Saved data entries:
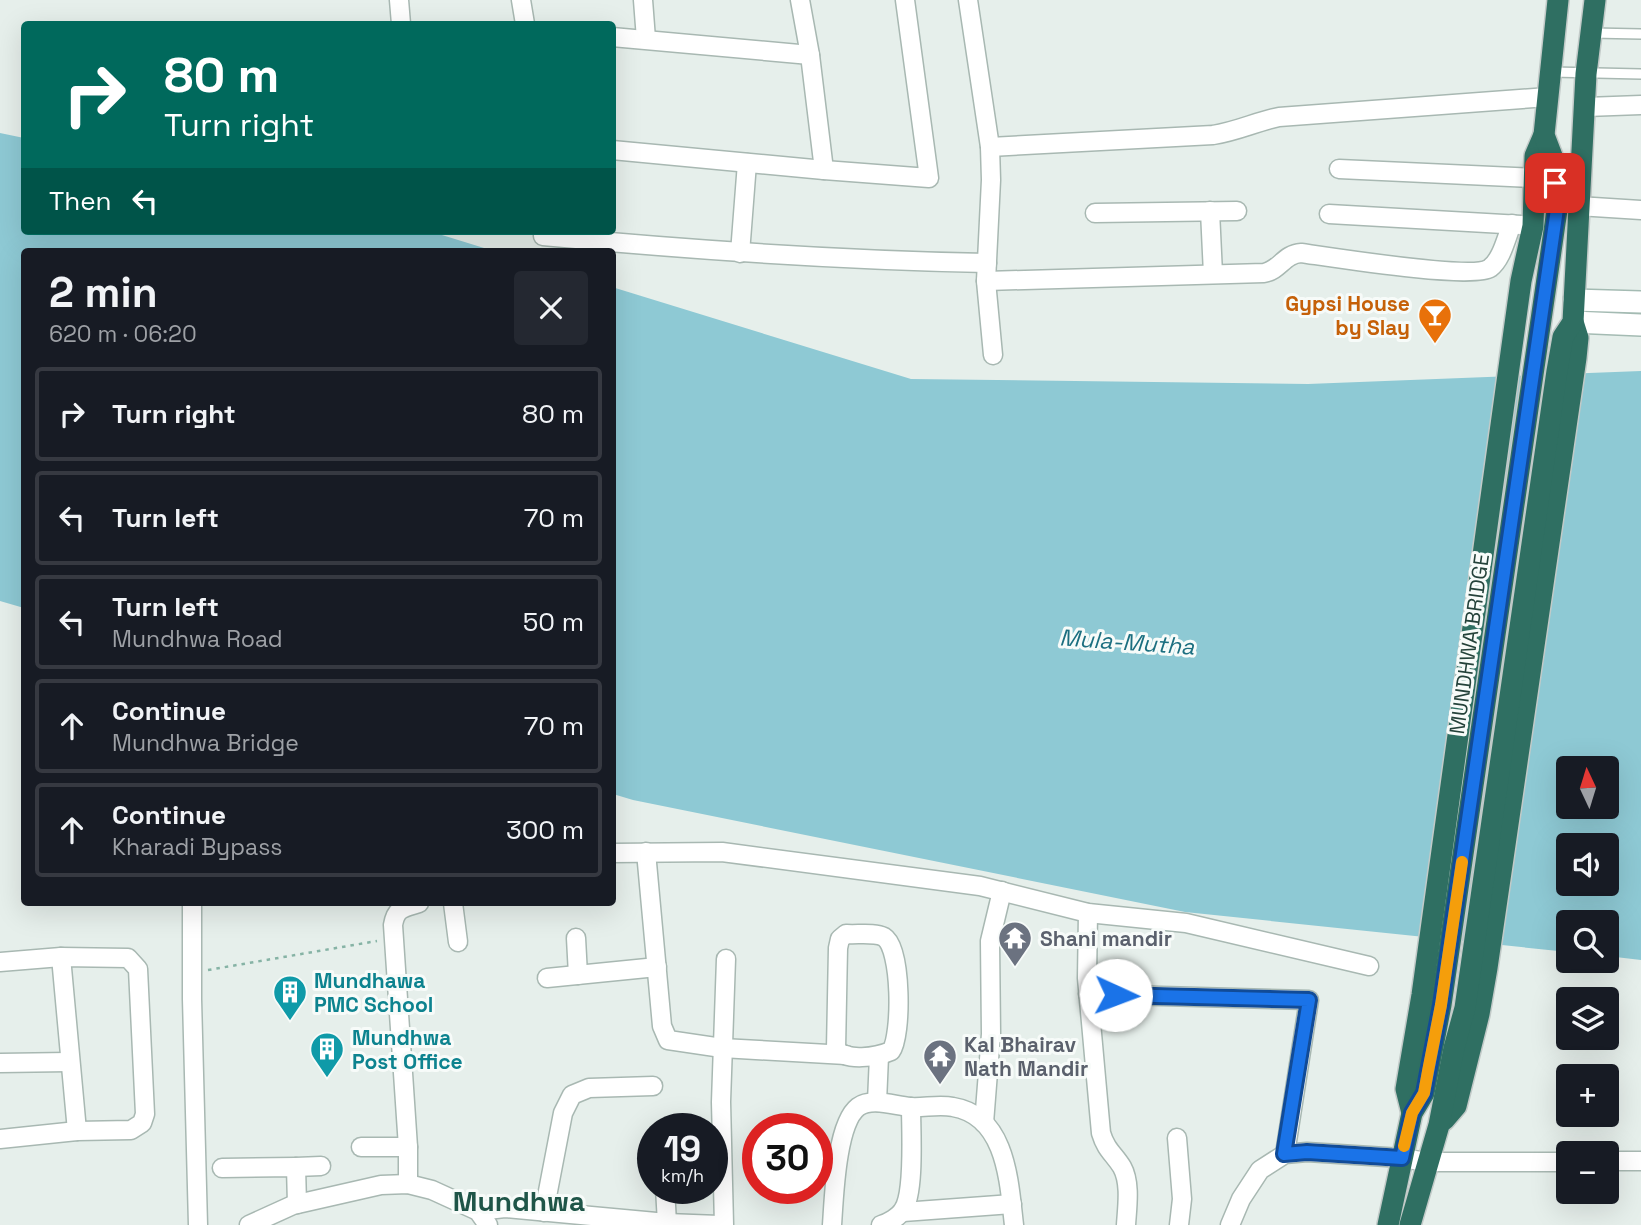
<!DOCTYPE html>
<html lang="en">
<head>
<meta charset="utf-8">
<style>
	:root { --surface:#171b24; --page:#242831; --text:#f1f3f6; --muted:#9ea1a6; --line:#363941 }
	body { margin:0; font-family:"Space Grotesk",sans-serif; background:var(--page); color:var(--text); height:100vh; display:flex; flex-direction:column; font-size:26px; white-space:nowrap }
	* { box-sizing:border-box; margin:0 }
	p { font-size:23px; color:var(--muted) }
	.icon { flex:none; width:38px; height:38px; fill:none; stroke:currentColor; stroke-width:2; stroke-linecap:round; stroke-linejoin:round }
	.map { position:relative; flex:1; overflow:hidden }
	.details { position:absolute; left:21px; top:248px; width:595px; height:658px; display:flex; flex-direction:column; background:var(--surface); border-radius:7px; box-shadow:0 7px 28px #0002 }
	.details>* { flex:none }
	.guide { position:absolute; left:21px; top:21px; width:595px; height:214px; border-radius:7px; box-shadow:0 7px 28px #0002; background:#00695c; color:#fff; overflow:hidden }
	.needle { width:46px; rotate:356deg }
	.tools { position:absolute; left:1556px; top:756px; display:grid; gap:14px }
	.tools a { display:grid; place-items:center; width:63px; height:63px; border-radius:7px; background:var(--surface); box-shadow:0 7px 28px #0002; font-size:35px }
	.speed { position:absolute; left:637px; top:1113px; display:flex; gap:14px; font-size:35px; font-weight:700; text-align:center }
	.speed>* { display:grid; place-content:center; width:91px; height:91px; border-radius:50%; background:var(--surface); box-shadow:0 7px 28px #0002; line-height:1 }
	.speed small { font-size:18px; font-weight:400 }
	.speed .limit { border:10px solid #d22; background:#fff; color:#111 }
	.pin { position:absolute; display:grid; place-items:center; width:60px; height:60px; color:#fff; margin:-30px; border-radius:14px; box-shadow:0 4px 10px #0006 }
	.me { position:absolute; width:77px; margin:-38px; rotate:92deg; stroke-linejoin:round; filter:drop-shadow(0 0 5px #0008) }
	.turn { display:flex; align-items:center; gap:24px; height:147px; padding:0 28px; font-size:32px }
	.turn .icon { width:91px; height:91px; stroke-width:2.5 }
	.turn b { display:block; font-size:49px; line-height:60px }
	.then { display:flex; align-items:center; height:66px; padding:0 28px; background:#0003; gap:14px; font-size:26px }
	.round { display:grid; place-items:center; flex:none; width:74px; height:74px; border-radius:7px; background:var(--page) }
	.summary { display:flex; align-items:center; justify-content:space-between; height:119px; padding:0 28px }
	h1 { font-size:42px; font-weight:700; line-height:52px }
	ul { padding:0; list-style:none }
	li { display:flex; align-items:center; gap:21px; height:94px; margin:0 14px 10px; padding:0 14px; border:4px solid var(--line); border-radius:7px }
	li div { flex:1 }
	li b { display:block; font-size:26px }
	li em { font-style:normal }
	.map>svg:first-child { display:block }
	.water { fill:#8ec9d4; fill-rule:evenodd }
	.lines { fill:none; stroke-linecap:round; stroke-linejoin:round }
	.lane-casing { stroke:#a8b8b2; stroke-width:12 }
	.street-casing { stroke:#a8b8b2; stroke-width:21 }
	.secondary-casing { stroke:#a4bbb3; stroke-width:24 }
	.highway-casing { stroke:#c2cac8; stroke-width:24 }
	.path { stroke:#86b3a5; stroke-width:2.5; stroke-dasharray:3.5 5; stroke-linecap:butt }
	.lane { stroke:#fff; stroke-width:9 }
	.street { stroke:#fff; stroke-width:18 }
	.secondary { stroke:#fff; stroke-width:21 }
	.highway { stroke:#2f6f62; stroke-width:21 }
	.route-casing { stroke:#114b97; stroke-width:18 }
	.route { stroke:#1a73e8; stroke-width:12 }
	.slow { stroke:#f59e0b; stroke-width:12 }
	.labels { text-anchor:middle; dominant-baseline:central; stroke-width:6; stroke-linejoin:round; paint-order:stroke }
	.food-label { font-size:21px; font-weight:bold; fill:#c56008; stroke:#f7fbf9; text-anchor:end }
	.street-label { font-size:21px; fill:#24423a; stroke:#f7fbf9 }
	.worship-label { font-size:21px; font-weight:bold; fill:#5b616d; stroke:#f7fbf9; text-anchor:start }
	.culture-label { font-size:21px; font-weight:bold; fill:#0d838f; stroke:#f7fbf9; text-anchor:start }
	.water-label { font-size:23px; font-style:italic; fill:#1c6f80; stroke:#f7fbf9 }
	.district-label { font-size:28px; font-weight:bold; fill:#1f5548; stroke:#f7fbf9 }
</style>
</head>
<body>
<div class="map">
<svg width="1641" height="1225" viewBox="0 0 1641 1225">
	<rect width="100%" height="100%" fill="#e6efeb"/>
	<g class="water">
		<path d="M0 133 24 138V231H429L497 252H24V608L0 601Z"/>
		<path d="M612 287 911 379 1308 384 1641 371V960L1607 956 1606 922H1568V952L1185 912 633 800 613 794ZM1568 768H1606V807H1568ZM1568 845H1606V884H1568Z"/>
	</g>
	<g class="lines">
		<g class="lane-casing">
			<g id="lane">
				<path d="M1592 33 1641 34"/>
				<path d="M1552 72 1641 74"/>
			</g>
		</g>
		<g class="street-casing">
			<g id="street">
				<path d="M399 0 401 24"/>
				<path d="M521 0 525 24"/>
				<path d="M643 0 646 39"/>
				<path d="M800 0 810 55 824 170"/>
				<path d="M968 0 990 147 991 180 986 281 993 355"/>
				<path d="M612 37 810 55"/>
				<path d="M1586 107 1641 105"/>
				<path d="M990 147 1213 135C1238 131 1255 122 1279 117L1548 97"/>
				<path d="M612 150 824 170 929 178 905 0"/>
				<path d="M1339 169 1534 178"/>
				<path d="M1578 206 1641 210"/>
				<path d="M1210 211 1213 274"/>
				<path d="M1095 213 1237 211"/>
				<path d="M1329 214 1521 225"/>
				<path d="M543 236C691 250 838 260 987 263"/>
				<path d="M740 253 747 163"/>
				<path d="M986 281 1264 273C1280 270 1284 254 1301 253 1330 257 1473 280 1490 268 1502 259 1506 238 1512 224"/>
				<path d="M646 852 662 1026 668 1040 722 1048 846 1055"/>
				<path d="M612 853 722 852 980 886 1088 913 1186 923 1369 966"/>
				<path d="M192 903V999L198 1225"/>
				<path d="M453 903 458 942"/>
				<path d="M1088 913 1087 978 1101 1133C1106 1150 1114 1154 1122 1167 1131 1183 1127 1208 1126 1225"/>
				<path d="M846 934C857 935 874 932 884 937 902 948 902 1036 891 1051 877 1057 846 1062 836 1049L838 948 840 939Z"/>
				<path d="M576 938 578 975"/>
				<path d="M61 957 77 1131"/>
				<path d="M0 962 61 957 128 958 138 969 145 1114 142 1123 131 1130 77 1131 0 1139"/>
				<path d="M547 978 657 967"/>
				<path d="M1088 994 1309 1000 1285 1154"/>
				<path d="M0 1063 69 1062"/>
				<path d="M877 1102 879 1056"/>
				<path d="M984 1123 991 1034 990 941 1002 891"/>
				<path d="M1177 1138 1182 1199 1179 1225"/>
				<path d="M361 1147H408"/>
				<path d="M1606 1161H1641"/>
				<path d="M296 1167 321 1166"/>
				<path d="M222 1168 296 1167 297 1204"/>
				<path d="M408 1184V1147L393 925C396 907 404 908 419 903"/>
				<path d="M665 1188 667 1223"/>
				<path d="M478 1211 505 1208 667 1223 719 1225"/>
				<path d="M544 1212 563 1113 572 1095 589 1088 653 1086"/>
				<path d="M903 1212 1012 1204"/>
				<path d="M249 1225 293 1205 381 1185 408 1184 432 1190 478 1211 488 1225"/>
				<path d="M724 1225 721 1102 726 959"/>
				<path d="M832 1225C834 1198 836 1124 858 1107 872 1097 895 1106 910 1107 924 1108 939 1104 953 1107 1007 1116 1009 1183 1014 1225"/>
				<path d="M881 1225C888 1223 899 1217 903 1210 915 1193 911 1130 911 1107"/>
				<path d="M1230 1225 1241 1199 1260 1170 1285 1154 1307 1152 1402 1158 1427 1162H1568"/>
			</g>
		</g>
		<g class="secondary-casing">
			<g id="secondary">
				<path d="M1574 300 1641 302"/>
				<path d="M1573 322 1641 325"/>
			</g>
		</g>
		<g class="highway-casing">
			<g id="highway">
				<path d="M1412 1113 1406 1089 1422 995 1521 281 1533 226 1535 156 1544 135"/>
				<path d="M1444 1120 1456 1106 1479 1014 1487 968 1576 358 1578 338 1573 322"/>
				<path d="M1388 1225 1412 1113 1424 1093 1441 1005 1557 210 1552 156 1544 135 1558 0"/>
				<path d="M1410 1225 1439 1125 1454 1048 1465 1008 1557 371 1563 337 1573 322 1586 74 1595 0"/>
			</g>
		</g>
		<path class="path" d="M208 970 377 941"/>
		<use href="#lane" class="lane"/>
		<use href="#street" class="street"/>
		<use href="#secondary" class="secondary"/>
		<use href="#highway" class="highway"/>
	</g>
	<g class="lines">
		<g class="route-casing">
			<path id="route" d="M1116 995 1309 1000 1284 1154 1307 1152 1402 1158 1412 1113 1424 1093 1441 1005 1557 209 1555 183"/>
		</g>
		<use href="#route" class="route"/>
		<path class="slow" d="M1404 1146 1412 1113 1424 1093 1428 1071 1441 1005 1462 862"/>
	</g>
	<defs>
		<g id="bar-pin" transform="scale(1.75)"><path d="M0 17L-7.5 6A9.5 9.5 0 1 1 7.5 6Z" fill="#e8710a" stroke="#f7fbf9"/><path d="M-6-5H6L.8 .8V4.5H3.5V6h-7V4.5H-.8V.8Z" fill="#fff"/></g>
		<g id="temple-pin" transform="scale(1.75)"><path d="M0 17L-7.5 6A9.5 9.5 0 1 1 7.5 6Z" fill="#6b7280" stroke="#f7fbf9"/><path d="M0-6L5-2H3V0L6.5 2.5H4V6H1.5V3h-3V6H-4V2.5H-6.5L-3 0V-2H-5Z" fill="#fff"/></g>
		<g id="building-pin" transform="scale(1.75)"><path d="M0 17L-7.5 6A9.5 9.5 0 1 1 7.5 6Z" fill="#0f9aa8" stroke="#f7fbf9"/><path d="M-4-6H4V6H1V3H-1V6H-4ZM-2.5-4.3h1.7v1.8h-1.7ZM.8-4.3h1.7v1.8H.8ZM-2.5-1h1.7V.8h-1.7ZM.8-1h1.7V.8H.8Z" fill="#fff"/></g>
	</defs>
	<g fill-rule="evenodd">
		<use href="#bar-pin" x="1435" y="315"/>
		<use href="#temple-pin" x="1015" y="938"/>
		<use href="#building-pin" x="290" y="992"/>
		<use href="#building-pin" x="327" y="1049"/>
		<use href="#temple-pin" x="940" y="1056"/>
	</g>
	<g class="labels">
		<g class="food-label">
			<text x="1410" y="303">Gypsi House<tspan x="1410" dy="24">by Slay</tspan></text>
		</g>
		<g class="street-label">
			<text transform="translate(1469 644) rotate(-82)">MUNDHWA BRIDGE</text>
		</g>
		<g class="worship-label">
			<text x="1040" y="938">Shani mandir</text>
			<text x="964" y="1044">Kal Bhairav<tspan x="964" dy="24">Nath Mandir</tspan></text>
		</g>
		<g class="culture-label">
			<text x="314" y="980">Mundhawa<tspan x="314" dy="24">PMC School</tspan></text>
			<text x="352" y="1037">Mundhwa<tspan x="352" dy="24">Post Office</tspan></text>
		</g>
		<g class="water-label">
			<text transform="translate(1127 642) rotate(4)">Mula-Mutha</text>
		</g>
		<g class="district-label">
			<text x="519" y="1201">Mundhwa</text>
		</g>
	</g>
</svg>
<div class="tools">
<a><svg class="needle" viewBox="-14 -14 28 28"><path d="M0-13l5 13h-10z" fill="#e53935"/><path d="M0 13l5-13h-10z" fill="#9ea1a6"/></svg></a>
<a><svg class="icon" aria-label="sound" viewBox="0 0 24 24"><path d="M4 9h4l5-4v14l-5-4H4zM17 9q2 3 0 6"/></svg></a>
<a><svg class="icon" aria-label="search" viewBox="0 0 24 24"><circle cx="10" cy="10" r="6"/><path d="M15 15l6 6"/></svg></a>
<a><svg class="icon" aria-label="layers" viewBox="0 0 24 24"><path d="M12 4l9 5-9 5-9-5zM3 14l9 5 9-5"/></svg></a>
<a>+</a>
<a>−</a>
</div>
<div class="speed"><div>19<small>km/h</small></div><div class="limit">30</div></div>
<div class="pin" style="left:1555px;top:183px;background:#d93025"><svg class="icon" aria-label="arrive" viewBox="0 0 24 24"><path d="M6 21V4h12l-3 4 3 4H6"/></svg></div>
<svg class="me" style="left:1116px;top:995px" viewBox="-20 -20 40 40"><circle r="19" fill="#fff"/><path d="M0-13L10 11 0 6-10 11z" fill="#1a73e8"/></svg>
<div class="guide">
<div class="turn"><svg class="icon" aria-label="right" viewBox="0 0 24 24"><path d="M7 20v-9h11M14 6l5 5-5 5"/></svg><div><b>80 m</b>Turn right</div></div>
<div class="then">Then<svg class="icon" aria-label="left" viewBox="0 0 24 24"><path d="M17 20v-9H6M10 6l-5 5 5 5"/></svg></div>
</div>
<section class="details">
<div class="summary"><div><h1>2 min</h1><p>620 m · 06:20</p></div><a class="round"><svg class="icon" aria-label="close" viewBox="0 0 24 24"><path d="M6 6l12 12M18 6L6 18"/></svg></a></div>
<ul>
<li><svg class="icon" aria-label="right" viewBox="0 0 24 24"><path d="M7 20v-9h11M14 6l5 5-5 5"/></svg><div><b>Turn right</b></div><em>80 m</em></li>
<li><svg class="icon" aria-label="left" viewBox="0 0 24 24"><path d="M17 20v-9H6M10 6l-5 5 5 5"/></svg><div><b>Turn left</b></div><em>70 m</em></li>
<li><svg class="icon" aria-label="left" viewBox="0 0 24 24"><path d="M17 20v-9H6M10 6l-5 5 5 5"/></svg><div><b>Turn left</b><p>Mundhwa Road</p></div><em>50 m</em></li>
<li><svg class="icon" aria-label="ahead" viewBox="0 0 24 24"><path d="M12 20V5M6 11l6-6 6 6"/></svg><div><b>Continue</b><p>Mundhwa Bridge</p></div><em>70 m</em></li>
<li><svg class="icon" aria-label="ahead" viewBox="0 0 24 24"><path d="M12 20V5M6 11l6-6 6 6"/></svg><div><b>Continue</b><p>Kharadi Bypass</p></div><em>300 m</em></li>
</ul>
</section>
</div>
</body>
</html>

Exercise aim:
Write out, word for word, the lines from the first line of the entries through the one containing "position:absolute; left:21px; top:21px;", both included. Leave out the pictures.

Response:
<!DOCTYPE html>
<html lang="en">
<head>
<meta charset="utf-8">
<style>
	:root { --surface:#171b24; --page:#242831; --text:#f1f3f6; --muted:#9ea1a6; --line:#363941 }
	body { margin:0; font-family:"Space Grotesk",sans-serif; background:var(--page); color:var(--text); height:100vh; display:flex; flex-direction:column; font-size:26px; white-space:nowrap }
	* { box-sizing:border-box; margin:0 }
	p { font-size:23px; color:var(--muted) }
	.icon { flex:none; width:38px; height:38px; fill:none; stroke:currentColor; stroke-width:2; stroke-linecap:round; stroke-linejoin:round }
	.map { position:relative; flex:1; overflow:hidden }
	.details { position:absolute; left:21px; top:248px; width:595px; height:658px; display:flex; flex-direction:column; background:var(--surface); border-radius:7px; box-shadow:0 7px 28px #0002 }
	.details>* { flex:none }
	.guide { position:absolute; left:21px; top:21px; width:595px; height:214px; border-radius:7px; box-shadow:0 7px 28px #0002; background:#00695c; color:#fff; overflow:hidden }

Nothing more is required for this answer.